(Task instructions): What is needed is an exact copy of all the entries below.

(Data in this exercise):
Start of Block
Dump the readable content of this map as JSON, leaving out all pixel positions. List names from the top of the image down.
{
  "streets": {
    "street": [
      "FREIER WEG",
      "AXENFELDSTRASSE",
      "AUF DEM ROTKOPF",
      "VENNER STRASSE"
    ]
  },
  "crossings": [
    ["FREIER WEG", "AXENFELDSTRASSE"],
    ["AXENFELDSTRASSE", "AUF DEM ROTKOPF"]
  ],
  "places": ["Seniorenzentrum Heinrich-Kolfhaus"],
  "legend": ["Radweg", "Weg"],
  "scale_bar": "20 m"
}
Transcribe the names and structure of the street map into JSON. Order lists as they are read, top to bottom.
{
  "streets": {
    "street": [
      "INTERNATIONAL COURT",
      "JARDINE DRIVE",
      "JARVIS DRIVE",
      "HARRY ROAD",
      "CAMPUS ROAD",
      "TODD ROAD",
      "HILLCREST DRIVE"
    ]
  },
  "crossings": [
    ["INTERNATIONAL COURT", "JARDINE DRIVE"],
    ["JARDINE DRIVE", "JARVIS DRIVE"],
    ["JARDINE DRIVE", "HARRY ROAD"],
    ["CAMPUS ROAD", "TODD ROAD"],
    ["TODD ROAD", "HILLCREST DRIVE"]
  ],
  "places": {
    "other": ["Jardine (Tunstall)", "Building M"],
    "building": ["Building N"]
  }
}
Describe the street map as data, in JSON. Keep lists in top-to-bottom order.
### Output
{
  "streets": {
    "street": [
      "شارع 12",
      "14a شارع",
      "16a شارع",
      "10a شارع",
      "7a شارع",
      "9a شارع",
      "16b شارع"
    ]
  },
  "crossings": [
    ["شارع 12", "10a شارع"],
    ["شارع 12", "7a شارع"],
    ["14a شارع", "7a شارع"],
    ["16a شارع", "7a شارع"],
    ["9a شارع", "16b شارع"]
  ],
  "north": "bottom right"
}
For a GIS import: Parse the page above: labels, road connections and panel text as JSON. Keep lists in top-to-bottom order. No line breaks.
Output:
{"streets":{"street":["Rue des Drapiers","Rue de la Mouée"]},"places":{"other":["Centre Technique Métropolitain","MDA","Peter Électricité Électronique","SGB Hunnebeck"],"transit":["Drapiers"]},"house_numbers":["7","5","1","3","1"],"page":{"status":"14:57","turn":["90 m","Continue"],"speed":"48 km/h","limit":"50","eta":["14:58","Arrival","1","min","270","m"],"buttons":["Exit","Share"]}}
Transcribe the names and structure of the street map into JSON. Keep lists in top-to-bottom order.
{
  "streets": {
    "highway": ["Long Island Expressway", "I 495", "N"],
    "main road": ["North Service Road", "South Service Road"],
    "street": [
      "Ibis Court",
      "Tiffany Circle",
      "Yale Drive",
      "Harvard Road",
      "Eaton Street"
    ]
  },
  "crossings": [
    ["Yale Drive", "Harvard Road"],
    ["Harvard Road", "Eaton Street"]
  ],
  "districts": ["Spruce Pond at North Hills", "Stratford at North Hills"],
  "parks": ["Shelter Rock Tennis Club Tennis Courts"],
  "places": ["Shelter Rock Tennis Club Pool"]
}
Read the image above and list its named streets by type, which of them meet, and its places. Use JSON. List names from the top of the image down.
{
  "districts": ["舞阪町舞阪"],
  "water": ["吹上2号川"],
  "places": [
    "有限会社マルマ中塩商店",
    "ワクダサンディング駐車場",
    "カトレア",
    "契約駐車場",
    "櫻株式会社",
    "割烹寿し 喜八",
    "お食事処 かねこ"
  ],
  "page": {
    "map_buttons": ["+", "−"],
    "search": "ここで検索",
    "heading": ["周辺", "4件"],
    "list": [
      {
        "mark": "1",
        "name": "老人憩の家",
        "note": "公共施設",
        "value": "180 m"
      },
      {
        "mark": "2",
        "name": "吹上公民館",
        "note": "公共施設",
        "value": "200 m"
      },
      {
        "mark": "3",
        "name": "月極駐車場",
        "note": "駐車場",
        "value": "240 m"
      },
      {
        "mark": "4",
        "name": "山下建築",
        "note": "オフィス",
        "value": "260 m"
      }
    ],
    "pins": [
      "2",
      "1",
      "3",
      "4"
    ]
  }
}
End of Block
(Your response):
Dump the readable content of this map as JSON, leaving out all pixel positions. List names from the top of the image down.
{
  "streets": {
    "street": [
      "FREIER WEG",
      "AXENFELDSTRASSE",
      "AUF DEM ROTKOPF",
      "VENNER STRASSE"
    ]
  },
  "crossings": [
    ["FREIER WEG", "AXENFELDSTRASSE"],
    ["AXENFELDSTRASSE", "AUF DEM ROTKOPF"]
  ],
  "places": ["Seniorenzentrum Heinrich-Kolfhaus"],
  "legend": ["Radweg", "Weg"],
  "scale_bar": "20 m"
}
Transcribe the names and structure of the street map into JSON. Order lists as they are read, top to bottom.
{
  "streets": {
    "street": [
      "INTERNATIONAL COURT",
      "JARDINE DRIVE",
      "JARVIS DRIVE",
      "HARRY ROAD",
      "CAMPUS ROAD",
      "TODD ROAD",
      "HILLCREST DRIVE"
    ]
  },
  "crossings": [
    ["INTERNATIONAL COURT", "JARDINE DRIVE"],
    ["JARDINE DRIVE", "JARVIS DRIVE"],
    ["JARDINE DRIVE", "HARRY ROAD"],
    ["CAMPUS ROAD", "TODD ROAD"],
    ["TODD ROAD", "HILLCREST DRIVE"]
  ],
  "places": {
    "other": ["Jardine (Tunstall)", "Building M"],
    "building": ["Building N"]
  }
}
Describe the street map as data, in JSON. Keep lists in top-to-bottom order.
### Output
{
  "streets": {
    "street": [
      "شارع 12",
      "14a شارع",
      "16a شارع",
      "10a شارع",
      "7a شارع",
      "9a شارع",
      "16b شارع"
    ]
  },
  "crossings": [
    ["شارع 12", "10a شارع"],
    ["شارع 12", "7a شارع"],
    ["14a شارع", "7a شارع"],
    ["16a شارع", "7a شارع"],
    ["9a شارع", "16b شارع"]
  ],
  "north": "bottom right"
}
For a GIS import: Parse the page above: labels, road connections and panel text as JSON. Keep lists in top-to-bottom order. No line breaks.
Output:
{"streets":{"street":["Rue des Drapiers","Rue de la Mouée"]},"places":{"other":["Centre Technique Métropolitain","MDA","Peter Électricité Électronique","SGB Hunnebeck"],"transit":["Drapiers"]},"house_numbers":["7","5","1","3","1"],"page":{"status":"14:57","turn":["90 m","Continue"],"speed":"48 km/h","limit":"50","eta":["14:58","Arrival","1","min","270","m"],"buttons":["Exit","Share"]}}
Transcribe the names and structure of the street map into JSON. Keep lists in top-to-bottom order.
{
  "streets": {
    "highway": ["Long Island Expressway", "I 495", "N"],
    "main road": ["North Service Road", "South Service Road"],
    "street": [
      "Ibis Court",
      "Tiffany Circle",
      "Yale Drive",
      "Harvard Road",
      "Eaton Street"
    ]
  },
  "crossings": [
    ["Yale Drive", "Harvard Road"],
    ["Harvard Road", "Eaton Street"]
  ],
  "districts": ["Spruce Pond at North Hills", "Stratford at North Hills"],
  "parks": ["Shelter Rock Tennis Club Tennis Courts"],
  "places": ["Shelter Rock Tennis Club Pool"]
}
Read the image above and list its named streets by type, which of them meet, and its places. Use JSON. List names from the top of the image down.
{
  "districts": ["舞阪町舞阪"],
  "water": ["吹上2号川"],
  "places": [
    "有限会社マルマ中塩商店",
    "ワクダサンディング駐車場",
    "カトレア",
    "契約駐車場",
    "櫻株式会社",
    "割烹寿し 喜八",
    "お食事処 かねこ"
  ],
  "page": {
    "map_buttons": ["+", "−"],
    "search": "ここで検索",
    "heading": ["周辺", "4件"],
    "list": [
      {
        "mark": "1",
        "name": "老人憩の家",
        "note": "公共施設",
        "value": "180 m"
      },
      {
        "mark": "2",
        "name": "吹上公民館",
        "note": "公共施設",
        "value": "200 m"
      },
      {
        "mark": "3",
        "name": "月極駐車場",
        "note": "駐車場",
        "value": "240 m"
      },
      {
        "mark": "4",
        "name": "山下建築",
        "note": "オフィス",
        "value": "260 m"
      }
    ],
    "pins": [
      "2",
      "1",
      "3",
      "4"
    ]
  }
}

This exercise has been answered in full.